As originally published in the New Hampshire Union Leader

Today’s politics are a model of civility and decorum compared to the budget debates of the recent past. The remarkably mild name calling associated with the current governor’s veto of the budget pales in comparison to the rancor and high drama of budget debates just a few decades ago.

People obsessed with today bereft of any memory of yesterday are fond of pretending that partisan rancor is worse today than it has ever been. We are routinely told that politicians today are angrier and less civil than just a few years ago. In fact, the opposite is true.

Today’s discourse is dramatically more civil. Disagreements are more likely to be painted as bad politics. The brutal budget debates of thirty years ago were much more personal and the rhetoric significantly less forgiving.

The first budget veto in New Hampshire didn’t happen until 1981. Gov. Hugh Gallen vetoed the state budget after two days of an illegal strike masquerading as a sick out by state employees. They were demanding Gallen stand up for a 9% raise instead of the 6% being offered by the legislature. So he vetoed the budget he didn’t like anyway.

One of the evening papers was happy that Gallen “rejected the utter stupidity of the House and Senate leadership.” In their mind of course it wasn’t the budget that had fallen short but that the leaders were utterly stupid.

The House Speaker had described the veto itself as “an irresponsible act as well as one that was irrational.” And things deteriorated from there.  After a series of parliamentary games, the House Democrats walked out and boycotted the vote on a second budget late at night on the last day. Democratic leader Chris Spirou called the majority liars and they called him childish in the press.

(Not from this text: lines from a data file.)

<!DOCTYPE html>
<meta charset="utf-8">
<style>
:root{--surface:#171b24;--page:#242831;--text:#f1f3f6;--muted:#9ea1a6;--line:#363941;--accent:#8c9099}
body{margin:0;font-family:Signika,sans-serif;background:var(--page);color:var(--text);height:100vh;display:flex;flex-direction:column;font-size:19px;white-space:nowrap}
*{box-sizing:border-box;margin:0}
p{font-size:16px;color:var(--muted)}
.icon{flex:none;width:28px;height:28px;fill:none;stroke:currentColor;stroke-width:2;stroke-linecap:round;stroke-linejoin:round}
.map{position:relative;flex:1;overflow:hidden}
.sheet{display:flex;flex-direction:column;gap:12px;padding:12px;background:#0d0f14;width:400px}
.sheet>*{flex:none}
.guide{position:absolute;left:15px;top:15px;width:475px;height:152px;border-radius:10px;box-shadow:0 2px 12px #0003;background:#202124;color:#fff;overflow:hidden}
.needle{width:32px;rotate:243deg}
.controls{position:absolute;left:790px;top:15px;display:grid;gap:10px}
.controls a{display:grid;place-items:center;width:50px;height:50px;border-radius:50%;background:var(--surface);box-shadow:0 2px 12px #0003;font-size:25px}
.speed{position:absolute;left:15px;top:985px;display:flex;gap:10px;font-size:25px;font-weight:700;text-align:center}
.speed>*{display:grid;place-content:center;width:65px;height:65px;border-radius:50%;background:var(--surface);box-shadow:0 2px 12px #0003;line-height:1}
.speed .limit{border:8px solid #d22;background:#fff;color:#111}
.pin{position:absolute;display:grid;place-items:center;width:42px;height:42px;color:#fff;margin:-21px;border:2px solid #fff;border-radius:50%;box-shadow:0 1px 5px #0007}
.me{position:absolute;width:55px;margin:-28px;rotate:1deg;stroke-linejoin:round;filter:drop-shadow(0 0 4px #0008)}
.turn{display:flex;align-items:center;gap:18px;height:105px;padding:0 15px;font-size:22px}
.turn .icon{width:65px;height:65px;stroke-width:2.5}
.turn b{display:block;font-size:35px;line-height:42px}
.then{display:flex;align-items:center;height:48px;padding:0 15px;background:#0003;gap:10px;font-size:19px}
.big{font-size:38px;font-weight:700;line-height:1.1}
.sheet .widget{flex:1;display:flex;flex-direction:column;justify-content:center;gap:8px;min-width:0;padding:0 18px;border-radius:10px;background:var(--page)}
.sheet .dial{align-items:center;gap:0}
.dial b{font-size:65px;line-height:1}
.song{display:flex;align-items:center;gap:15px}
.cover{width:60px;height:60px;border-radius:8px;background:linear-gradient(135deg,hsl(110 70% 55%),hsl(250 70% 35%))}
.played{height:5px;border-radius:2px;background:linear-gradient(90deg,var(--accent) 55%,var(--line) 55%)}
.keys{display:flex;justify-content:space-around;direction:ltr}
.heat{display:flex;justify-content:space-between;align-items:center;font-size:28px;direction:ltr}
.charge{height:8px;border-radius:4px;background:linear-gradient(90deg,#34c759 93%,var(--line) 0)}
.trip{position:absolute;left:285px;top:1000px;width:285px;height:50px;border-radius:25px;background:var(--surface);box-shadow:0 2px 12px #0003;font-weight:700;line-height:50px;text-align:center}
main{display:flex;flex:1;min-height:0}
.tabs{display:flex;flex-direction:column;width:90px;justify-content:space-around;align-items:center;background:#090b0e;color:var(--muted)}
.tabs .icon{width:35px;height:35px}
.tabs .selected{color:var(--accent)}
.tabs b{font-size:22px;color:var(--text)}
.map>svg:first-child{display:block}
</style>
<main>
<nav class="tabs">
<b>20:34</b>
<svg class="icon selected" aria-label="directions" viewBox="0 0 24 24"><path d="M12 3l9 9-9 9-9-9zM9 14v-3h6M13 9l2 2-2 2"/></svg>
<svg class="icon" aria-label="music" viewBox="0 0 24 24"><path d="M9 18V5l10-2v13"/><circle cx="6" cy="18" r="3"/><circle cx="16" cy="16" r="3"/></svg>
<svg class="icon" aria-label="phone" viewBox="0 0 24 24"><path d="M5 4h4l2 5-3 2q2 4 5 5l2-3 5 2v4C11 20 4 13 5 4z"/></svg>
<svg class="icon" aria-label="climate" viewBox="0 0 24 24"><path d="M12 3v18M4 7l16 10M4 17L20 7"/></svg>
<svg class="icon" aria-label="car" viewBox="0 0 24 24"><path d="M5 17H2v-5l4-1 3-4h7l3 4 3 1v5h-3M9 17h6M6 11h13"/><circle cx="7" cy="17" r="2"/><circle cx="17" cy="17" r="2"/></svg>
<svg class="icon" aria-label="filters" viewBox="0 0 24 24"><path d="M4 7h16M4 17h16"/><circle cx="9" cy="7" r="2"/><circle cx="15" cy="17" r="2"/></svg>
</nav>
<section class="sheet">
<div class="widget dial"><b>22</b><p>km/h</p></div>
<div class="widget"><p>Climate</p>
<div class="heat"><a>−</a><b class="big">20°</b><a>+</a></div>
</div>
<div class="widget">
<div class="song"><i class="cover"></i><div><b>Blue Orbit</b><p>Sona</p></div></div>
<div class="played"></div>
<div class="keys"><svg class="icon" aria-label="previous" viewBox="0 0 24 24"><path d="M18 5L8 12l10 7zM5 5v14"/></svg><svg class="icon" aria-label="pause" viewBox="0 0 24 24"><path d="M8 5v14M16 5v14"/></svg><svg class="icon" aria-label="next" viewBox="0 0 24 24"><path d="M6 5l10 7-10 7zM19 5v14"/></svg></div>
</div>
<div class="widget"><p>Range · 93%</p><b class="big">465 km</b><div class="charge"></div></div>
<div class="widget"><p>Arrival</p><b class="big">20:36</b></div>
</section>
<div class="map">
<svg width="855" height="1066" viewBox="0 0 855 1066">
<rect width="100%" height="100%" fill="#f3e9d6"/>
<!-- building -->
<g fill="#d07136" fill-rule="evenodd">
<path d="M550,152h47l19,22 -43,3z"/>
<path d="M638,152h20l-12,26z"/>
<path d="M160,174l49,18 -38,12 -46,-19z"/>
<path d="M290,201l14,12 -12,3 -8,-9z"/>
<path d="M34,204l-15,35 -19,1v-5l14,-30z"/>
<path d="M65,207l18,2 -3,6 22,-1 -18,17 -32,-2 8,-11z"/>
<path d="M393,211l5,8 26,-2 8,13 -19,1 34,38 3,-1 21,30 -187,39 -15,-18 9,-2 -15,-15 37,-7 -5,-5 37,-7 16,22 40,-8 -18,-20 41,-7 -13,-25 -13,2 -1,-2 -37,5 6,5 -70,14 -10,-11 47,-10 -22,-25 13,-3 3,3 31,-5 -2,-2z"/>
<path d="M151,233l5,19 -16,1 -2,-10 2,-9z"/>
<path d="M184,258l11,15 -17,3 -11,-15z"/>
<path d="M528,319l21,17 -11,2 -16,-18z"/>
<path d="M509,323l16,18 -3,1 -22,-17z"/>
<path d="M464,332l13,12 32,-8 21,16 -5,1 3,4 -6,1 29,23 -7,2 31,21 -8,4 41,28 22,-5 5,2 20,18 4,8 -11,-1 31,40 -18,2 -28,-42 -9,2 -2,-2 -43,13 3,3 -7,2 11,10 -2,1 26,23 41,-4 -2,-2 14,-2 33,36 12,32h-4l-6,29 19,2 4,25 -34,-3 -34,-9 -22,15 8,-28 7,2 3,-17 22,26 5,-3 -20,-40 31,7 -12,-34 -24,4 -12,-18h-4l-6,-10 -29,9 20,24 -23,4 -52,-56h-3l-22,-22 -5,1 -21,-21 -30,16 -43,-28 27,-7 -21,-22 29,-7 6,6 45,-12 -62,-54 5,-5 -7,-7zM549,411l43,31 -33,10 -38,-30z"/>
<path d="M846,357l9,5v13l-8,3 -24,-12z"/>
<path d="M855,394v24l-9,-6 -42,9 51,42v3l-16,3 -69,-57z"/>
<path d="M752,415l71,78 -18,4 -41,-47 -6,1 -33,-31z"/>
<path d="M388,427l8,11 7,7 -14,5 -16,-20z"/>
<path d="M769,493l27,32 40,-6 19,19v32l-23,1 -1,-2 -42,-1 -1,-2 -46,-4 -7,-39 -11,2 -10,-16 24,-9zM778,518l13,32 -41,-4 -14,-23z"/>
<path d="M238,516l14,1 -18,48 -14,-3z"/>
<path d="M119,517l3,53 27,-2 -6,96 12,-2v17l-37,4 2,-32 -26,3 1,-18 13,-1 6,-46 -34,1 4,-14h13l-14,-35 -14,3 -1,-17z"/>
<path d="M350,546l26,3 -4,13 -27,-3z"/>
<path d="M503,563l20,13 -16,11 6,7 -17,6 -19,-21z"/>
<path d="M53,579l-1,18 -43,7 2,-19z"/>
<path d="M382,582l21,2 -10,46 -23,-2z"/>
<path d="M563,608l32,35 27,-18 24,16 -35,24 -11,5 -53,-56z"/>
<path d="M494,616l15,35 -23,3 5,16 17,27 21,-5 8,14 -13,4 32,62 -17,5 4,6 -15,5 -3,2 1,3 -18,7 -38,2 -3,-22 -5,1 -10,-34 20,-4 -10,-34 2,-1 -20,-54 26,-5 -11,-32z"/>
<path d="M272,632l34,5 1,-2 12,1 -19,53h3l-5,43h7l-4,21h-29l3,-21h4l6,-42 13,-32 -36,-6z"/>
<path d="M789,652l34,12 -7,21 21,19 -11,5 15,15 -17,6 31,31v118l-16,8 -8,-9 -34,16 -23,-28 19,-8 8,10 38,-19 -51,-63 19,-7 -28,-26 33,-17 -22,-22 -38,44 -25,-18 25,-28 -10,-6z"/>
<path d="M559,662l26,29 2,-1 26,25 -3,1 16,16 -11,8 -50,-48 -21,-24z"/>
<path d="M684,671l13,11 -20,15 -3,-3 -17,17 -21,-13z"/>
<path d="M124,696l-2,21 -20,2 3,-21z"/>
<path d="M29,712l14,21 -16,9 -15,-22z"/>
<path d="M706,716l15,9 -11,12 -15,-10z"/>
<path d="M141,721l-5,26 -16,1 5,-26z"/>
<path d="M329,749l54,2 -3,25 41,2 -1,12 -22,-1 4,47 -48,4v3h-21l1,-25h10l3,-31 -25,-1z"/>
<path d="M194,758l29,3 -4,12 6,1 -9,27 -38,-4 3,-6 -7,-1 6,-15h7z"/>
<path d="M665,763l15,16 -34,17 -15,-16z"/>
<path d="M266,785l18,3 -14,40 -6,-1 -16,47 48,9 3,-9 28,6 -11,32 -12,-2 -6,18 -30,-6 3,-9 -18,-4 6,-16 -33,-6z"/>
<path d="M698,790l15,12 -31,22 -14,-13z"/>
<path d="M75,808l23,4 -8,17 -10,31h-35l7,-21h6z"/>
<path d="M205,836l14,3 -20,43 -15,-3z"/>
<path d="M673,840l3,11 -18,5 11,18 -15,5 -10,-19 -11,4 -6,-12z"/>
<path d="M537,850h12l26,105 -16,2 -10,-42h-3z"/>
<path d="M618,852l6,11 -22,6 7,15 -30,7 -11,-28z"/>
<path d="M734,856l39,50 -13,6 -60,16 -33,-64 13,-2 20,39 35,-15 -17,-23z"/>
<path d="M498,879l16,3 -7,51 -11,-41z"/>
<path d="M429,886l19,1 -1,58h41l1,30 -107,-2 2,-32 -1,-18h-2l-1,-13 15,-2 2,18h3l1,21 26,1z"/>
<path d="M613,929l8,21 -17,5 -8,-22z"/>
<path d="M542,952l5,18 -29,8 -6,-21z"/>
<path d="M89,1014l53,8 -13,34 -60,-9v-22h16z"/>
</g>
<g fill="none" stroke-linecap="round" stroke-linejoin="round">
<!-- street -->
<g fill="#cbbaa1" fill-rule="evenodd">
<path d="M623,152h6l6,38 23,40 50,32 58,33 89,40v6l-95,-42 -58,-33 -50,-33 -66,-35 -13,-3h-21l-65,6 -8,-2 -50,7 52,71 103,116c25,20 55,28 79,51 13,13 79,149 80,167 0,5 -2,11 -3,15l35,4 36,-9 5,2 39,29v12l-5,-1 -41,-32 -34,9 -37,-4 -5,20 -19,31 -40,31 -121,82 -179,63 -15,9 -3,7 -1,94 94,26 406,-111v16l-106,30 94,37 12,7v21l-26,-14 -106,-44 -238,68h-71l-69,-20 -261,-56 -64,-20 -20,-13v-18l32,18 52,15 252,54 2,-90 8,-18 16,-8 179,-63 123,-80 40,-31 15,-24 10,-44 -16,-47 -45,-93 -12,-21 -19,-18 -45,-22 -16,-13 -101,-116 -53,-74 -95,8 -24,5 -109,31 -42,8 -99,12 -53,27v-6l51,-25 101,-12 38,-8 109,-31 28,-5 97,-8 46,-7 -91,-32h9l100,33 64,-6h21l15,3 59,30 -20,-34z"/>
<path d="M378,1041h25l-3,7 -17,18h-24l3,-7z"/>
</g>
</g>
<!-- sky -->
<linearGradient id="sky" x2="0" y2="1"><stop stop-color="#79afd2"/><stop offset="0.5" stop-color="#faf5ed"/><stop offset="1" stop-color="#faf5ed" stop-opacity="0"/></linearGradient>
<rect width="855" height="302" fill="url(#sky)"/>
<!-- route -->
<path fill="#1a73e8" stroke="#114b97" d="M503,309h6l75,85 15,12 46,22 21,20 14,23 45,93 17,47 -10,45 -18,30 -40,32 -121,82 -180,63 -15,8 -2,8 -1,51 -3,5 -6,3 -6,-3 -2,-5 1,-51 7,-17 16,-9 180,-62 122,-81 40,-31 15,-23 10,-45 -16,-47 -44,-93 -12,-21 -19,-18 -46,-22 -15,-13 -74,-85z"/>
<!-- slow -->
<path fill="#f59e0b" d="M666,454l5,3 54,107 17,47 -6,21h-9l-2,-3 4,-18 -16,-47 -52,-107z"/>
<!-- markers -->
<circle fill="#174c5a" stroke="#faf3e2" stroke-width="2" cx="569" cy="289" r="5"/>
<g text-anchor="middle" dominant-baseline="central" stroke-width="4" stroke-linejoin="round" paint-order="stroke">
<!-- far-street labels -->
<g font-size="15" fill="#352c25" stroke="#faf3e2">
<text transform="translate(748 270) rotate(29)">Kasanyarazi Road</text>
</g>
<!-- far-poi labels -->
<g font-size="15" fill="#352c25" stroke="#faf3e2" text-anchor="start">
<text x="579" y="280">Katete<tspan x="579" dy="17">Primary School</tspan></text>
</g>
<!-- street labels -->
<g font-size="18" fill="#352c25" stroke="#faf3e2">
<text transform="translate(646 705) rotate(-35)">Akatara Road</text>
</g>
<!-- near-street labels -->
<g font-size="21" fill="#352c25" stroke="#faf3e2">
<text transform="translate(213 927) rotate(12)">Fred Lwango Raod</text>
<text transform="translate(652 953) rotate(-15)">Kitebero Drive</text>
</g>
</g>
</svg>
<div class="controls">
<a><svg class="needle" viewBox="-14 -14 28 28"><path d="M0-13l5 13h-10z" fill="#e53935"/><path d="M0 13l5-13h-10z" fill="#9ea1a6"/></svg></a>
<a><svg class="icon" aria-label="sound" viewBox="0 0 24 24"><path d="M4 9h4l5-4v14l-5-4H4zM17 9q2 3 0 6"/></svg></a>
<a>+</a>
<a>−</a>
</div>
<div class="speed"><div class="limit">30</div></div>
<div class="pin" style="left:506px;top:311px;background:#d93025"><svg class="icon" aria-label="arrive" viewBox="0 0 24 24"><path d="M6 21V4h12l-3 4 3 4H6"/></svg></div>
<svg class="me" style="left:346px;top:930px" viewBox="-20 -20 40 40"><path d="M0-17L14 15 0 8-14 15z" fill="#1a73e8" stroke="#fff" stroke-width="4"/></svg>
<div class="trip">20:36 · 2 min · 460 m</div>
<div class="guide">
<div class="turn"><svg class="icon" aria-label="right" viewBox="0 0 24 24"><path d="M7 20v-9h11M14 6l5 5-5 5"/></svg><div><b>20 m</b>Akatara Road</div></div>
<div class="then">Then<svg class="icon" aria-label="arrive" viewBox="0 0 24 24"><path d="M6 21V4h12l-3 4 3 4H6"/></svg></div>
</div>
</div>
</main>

The legislature rejected Gallen’s request for a six month continuing budget resolution at the prior year’s levels (something the current legislature and governor agreed to last week). Instead they passed a budget with the exact same spending totals but rejiggered to include the 9% raise and an offsetting $10 million cut to personnel that the governor asked for. Those workers not let go received the raise.

In true brinksmanship, Gallen was sent the budget at the last minute before it expired and he signed it reluctantly at 12:02 a.m.

These angry games pale by comparison to the mess of four years prior. The 1977 budget debates were a mess and included two weeks of the government operating without legal authority. Lawmakers couldn’t agree on anything that year. The midnight deadline came and went until lawmakers retired at 5:00 a.m. without agreement or authority for the government to operate.

The state treasurer had issued the July 1 paychecks on June 30 (for the prior two weeks) because agreement seemed so remote. Agreement on even a temporary budget resolution only came after the Attorney General ruled that the state could not issue any checks to anyone without some legal authority.

When a final budget came to pass, the governor ridiculed it as “rifled throughout with mean, vindictive, and dangerous political ploys.” He let it become law without his signature. House Speaker George Roberts suggested the governor hadn’t bothered to read the budget, adding “if he did read it then he is either a liar or does not understand the budget.” I suppose if they hadn’t both been in the same political party they might have been less guarded in their speech.

The budget debate this year resembles none of that. Both sides agree, more or less, about the substance of the dispute and neither Gov. Hassan nor Sen. Morse nor Speaker Jasper has started name calling. Instead, each side is trying to win an argument about the issues in dispute.

There is tremendous hostility behind the scenes but in public everyone is behaving like an adult for now. However, there is still time for that to change. A six-month temporary budget took the wind out of everyone’s sails and will probably lead to a 6-8 week cooling off period in which nothing happens.

The new compromise budget will be fairly similar to the old one just as it was in 1981. Will the cooling off period keep the frustrations of compromise from boiling over or will we be treated to accusations of lying and stupidity?